### Your instructions:
Could you copy, exactly as written, every line from the first line of the records through the one containing "position:absolute; left:246px; top:728px;"?

### Input data:
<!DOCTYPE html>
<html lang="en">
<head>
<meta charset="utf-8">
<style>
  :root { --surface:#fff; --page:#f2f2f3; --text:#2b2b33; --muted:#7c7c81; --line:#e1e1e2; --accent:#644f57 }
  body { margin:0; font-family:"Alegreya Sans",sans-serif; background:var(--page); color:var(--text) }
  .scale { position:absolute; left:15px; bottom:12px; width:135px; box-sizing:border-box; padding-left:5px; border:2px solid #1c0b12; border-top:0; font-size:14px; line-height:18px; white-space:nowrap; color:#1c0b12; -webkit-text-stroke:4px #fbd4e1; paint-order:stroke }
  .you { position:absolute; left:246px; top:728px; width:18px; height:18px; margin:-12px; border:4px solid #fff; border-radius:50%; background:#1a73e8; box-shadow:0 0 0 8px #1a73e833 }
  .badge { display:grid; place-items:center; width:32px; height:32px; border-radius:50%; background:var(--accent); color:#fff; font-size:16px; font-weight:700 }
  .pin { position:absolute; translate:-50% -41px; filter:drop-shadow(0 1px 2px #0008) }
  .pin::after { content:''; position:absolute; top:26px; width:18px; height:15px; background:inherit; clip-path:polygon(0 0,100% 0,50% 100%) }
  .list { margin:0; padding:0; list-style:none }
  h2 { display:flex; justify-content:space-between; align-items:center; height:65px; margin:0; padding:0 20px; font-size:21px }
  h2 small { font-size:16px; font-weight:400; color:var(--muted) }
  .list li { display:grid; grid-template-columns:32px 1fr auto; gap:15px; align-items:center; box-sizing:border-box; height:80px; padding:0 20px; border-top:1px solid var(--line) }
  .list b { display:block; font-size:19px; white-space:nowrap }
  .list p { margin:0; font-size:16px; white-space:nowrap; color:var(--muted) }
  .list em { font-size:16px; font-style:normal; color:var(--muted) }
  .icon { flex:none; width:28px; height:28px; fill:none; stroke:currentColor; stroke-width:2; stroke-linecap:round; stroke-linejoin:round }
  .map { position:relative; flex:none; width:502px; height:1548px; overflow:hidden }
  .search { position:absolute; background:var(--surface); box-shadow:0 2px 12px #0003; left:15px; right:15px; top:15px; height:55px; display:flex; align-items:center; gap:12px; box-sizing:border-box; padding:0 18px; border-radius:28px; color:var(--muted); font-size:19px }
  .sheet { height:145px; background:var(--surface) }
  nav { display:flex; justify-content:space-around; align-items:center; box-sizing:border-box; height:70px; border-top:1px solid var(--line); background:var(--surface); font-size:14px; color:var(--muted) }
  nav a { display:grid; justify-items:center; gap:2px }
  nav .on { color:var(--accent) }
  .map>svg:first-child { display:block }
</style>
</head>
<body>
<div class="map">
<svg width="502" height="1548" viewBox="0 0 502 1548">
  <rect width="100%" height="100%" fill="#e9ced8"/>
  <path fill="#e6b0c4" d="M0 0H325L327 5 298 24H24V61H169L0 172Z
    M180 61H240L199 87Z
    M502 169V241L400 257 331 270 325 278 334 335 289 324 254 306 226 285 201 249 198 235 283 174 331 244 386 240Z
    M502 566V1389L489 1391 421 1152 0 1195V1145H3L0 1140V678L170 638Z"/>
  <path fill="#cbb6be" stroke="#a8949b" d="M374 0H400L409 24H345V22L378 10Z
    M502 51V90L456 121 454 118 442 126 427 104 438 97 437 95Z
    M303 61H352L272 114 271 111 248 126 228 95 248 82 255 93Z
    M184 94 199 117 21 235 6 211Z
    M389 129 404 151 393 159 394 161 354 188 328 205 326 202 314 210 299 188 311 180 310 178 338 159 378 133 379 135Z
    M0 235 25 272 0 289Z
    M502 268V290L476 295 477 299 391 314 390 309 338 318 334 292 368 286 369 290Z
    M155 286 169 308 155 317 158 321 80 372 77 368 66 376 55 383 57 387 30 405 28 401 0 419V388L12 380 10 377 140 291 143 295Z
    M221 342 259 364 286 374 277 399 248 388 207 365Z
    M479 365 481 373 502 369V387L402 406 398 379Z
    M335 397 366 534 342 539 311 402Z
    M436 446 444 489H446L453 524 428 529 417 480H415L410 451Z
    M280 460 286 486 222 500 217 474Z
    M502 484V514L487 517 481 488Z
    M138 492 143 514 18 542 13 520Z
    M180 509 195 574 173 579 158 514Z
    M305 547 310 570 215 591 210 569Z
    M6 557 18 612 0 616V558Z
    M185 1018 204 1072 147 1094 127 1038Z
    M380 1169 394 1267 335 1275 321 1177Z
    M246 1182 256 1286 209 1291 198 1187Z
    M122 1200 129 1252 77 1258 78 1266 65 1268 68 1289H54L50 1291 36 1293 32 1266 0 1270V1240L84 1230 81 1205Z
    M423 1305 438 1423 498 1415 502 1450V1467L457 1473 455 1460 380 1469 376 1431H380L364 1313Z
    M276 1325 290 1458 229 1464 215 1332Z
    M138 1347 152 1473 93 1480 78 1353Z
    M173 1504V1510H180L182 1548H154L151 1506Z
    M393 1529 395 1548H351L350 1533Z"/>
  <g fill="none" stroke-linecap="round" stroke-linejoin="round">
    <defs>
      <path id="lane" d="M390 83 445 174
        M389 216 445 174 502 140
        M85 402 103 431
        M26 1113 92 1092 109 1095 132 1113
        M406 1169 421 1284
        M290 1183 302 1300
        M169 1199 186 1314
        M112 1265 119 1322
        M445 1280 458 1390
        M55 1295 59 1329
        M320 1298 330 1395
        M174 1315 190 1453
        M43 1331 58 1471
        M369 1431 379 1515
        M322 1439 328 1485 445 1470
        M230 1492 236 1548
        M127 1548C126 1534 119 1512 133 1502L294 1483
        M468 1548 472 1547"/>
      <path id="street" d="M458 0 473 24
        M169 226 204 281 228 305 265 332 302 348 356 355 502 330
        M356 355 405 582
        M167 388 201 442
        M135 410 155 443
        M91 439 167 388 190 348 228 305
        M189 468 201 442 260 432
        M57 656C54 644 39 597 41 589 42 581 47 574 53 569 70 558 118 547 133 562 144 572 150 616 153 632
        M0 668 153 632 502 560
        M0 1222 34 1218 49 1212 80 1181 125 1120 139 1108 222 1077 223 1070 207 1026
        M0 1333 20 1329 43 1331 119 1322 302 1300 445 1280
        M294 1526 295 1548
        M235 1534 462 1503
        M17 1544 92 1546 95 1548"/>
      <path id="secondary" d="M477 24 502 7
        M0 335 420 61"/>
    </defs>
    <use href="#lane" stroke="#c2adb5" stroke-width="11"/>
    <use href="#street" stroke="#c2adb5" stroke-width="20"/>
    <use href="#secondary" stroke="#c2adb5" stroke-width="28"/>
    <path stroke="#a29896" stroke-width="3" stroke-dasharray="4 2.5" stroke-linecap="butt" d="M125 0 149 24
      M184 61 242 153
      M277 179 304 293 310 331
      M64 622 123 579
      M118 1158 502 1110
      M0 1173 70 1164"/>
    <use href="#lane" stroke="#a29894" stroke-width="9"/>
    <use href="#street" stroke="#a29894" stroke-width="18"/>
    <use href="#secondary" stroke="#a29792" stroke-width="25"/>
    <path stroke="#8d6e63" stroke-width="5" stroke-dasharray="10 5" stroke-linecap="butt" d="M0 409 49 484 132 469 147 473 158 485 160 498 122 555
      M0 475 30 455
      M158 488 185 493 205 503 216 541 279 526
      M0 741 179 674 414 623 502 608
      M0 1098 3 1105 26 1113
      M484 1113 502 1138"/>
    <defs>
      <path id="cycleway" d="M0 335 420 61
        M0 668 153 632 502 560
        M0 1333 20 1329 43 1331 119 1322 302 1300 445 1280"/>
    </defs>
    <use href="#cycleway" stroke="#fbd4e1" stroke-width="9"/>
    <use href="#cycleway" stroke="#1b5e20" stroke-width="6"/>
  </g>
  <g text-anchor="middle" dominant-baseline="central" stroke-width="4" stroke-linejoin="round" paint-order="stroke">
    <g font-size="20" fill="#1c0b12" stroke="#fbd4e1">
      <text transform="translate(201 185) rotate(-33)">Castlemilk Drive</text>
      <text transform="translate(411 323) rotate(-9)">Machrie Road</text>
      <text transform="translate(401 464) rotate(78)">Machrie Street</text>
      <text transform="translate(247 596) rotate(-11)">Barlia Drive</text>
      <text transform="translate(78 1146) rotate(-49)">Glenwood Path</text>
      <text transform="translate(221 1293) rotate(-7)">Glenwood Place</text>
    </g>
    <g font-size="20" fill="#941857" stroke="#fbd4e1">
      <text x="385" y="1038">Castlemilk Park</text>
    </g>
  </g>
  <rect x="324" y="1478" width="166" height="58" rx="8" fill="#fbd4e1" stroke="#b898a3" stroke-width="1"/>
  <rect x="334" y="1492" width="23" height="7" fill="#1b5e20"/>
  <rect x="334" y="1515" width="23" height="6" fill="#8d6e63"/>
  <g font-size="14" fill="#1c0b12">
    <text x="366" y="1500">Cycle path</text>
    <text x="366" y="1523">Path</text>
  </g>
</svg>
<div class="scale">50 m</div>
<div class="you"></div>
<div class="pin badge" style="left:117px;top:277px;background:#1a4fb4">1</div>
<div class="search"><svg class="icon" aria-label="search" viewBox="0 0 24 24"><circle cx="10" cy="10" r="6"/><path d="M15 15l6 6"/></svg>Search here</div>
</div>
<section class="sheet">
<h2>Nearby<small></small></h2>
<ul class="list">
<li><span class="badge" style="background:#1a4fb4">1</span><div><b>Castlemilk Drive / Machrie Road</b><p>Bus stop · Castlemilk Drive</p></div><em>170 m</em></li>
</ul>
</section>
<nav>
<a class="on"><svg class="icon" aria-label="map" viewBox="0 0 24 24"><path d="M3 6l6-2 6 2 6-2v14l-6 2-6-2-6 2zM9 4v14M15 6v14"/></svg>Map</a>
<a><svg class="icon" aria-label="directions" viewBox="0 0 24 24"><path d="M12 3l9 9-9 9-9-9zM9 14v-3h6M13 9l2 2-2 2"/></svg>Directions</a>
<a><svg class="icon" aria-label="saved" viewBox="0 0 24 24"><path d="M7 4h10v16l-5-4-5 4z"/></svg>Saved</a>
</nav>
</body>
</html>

### Answer for this exercise:
<!DOCTYPE html>
<html lang="en">
<head>
<meta charset="utf-8">
<style>
  :root { --surface:#fff; --page:#f2f2f3; --text:#2b2b33; --muted:#7c7c81; --line:#e1e1e2; --accent:#644f57 }
  body { margin:0; font-family:"Alegreya Sans",sans-serif; background:var(--page); color:var(--text) }
  .scale { position:absolute; left:15px; bottom:12px; width:135px; box-sizing:border-box; padding-left:5px; border:2px solid #1c0b12; border-top:0; font-size:14px; line-height:18px; white-space:nowrap; color:#1c0b12; -webkit-text-stroke:4px #fbd4e1; paint-order:stroke }
  .you { position:absolute; left:246px; top:728px; width:18px; height:18px; margin:-12px; border:4px solid #fff; border-radius:50%; background:#1a73e8; box-shadow:0 0 0 8px #1a73e833 }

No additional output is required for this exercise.